So much fabric, so little time...


So how on earth do you choose just the right fabric for a project when there are so many - endless - possibilities? If you read my last post you'll know that it was an internet search for fabric that lead me to start quilting in the first place. I wanted something that combined pale duck-egg blues & greens for a new Garden Room we were building and, on that occasion, the answer was to make it myself. And that's often how I start: with a specific room or piece of fabric in mind.

Here are my three favourite methods of choosing fabric for a quilt:-

1. Starting With a Fabric Collection...

A Jelly Roll, like every pre-cut, contains up to 42 different fabrics - there may be the odd repeat - all designed to go together. Pre-cuts are a really good place to start if you're nervous about combining fabric. Before I started sewing I did a bit of editing, which is is something I often do, removing the pale pink fabrics in the collection as they looked 'wrong' in the room.

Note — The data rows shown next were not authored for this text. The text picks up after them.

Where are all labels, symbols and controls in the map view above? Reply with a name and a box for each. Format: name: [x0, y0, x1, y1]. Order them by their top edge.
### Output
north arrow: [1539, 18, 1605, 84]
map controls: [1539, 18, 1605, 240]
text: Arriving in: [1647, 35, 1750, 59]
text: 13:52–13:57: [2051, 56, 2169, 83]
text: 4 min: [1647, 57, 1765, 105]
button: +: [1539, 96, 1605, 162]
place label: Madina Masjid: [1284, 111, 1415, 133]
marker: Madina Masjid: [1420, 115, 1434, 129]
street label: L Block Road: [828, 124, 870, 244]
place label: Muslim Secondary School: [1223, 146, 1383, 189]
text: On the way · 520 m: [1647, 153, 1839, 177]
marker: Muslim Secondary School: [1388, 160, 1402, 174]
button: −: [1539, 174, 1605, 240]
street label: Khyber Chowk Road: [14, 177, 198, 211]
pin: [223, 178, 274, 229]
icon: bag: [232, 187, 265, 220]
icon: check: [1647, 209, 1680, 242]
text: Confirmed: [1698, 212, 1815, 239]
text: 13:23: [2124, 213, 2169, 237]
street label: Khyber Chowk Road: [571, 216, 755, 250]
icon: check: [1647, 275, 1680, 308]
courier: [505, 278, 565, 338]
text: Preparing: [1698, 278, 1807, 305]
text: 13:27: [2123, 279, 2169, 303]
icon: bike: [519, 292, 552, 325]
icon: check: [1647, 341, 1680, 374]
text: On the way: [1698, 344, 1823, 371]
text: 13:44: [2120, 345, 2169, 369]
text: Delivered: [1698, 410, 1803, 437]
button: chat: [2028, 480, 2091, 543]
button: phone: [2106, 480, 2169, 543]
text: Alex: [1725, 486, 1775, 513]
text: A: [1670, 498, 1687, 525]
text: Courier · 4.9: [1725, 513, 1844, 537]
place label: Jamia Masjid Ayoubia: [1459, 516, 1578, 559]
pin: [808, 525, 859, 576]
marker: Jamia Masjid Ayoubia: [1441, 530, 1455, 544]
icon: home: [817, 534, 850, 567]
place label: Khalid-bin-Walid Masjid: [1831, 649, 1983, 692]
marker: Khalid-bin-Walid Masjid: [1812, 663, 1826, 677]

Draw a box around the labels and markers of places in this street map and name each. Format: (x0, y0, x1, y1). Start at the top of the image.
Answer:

Sometimes removing a colour group from a pre-cut can leave you a bit short of fabric for a specific pattern, but you can always add a fat quarter of a toning fabric to make up numbers.

2. Starting With Existing Soft Furnishings...

The quilt in my son Joe's room was made to match a quilt he already had, made by the Danish brand Greengate. I am a huge fan of Greengate. They often re-colour old prints and - in my humble opinion - make the very best plaid fabrics, so If you're looking for colour inspiration, their beautiful catalogues are a treasure trove.

The quilt has a very restricted colour palette of just four colours: red, pale blue, cafe-au-lait & off-white. A small colour palette is something I find myself using again and again. Quite possibly because in my other life - as a garden designer - I often restrict the number of plant species and/or colours I use in a flower-bed, as a cohesive colour scheme seems to expand the space. I can be massively fussy about shades of green too.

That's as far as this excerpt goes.